Work item. Reproduce, exactly and in full, the records that follow, minus any pictures.

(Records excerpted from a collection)
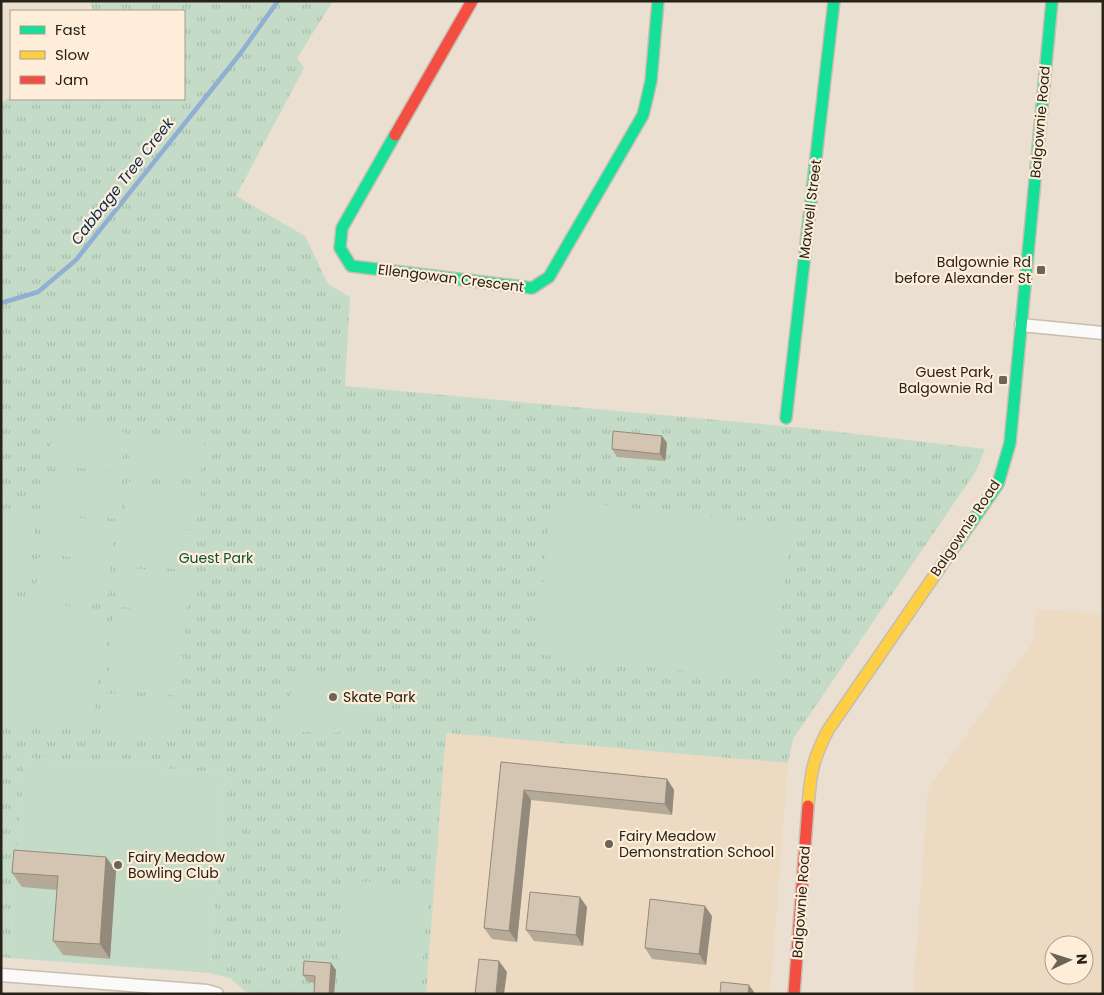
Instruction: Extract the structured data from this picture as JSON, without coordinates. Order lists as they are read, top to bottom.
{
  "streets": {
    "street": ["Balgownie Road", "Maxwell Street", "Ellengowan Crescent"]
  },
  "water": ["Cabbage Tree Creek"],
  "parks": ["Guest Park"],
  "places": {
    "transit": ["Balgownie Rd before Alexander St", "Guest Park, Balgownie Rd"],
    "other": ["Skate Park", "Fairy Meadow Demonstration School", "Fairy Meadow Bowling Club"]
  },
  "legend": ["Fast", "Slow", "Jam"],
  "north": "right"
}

Output of the exercise.
Instruction: Extract the structured data from this picture as JSON, without coordinates. Order lists as they are read, top to bottom.
{
  "streets": {
    "street": ["Balgownie Road", "Maxwell Street", "Ellengowan Crescent"]
  },
  "water": ["Cabbage Tree Creek"],
  "parks": ["Guest Park"],
  "places": {
    "transit": ["Balgownie Rd before Alexander St", "Guest Park, Balgownie Rd"],
    "other": ["Skate Park", "Fairy Meadow Demonstration School", "Fairy Meadow Bowling Club"]
  },
  "legend": ["Fast", "Slow", "Jam"],
  "north": "right"
}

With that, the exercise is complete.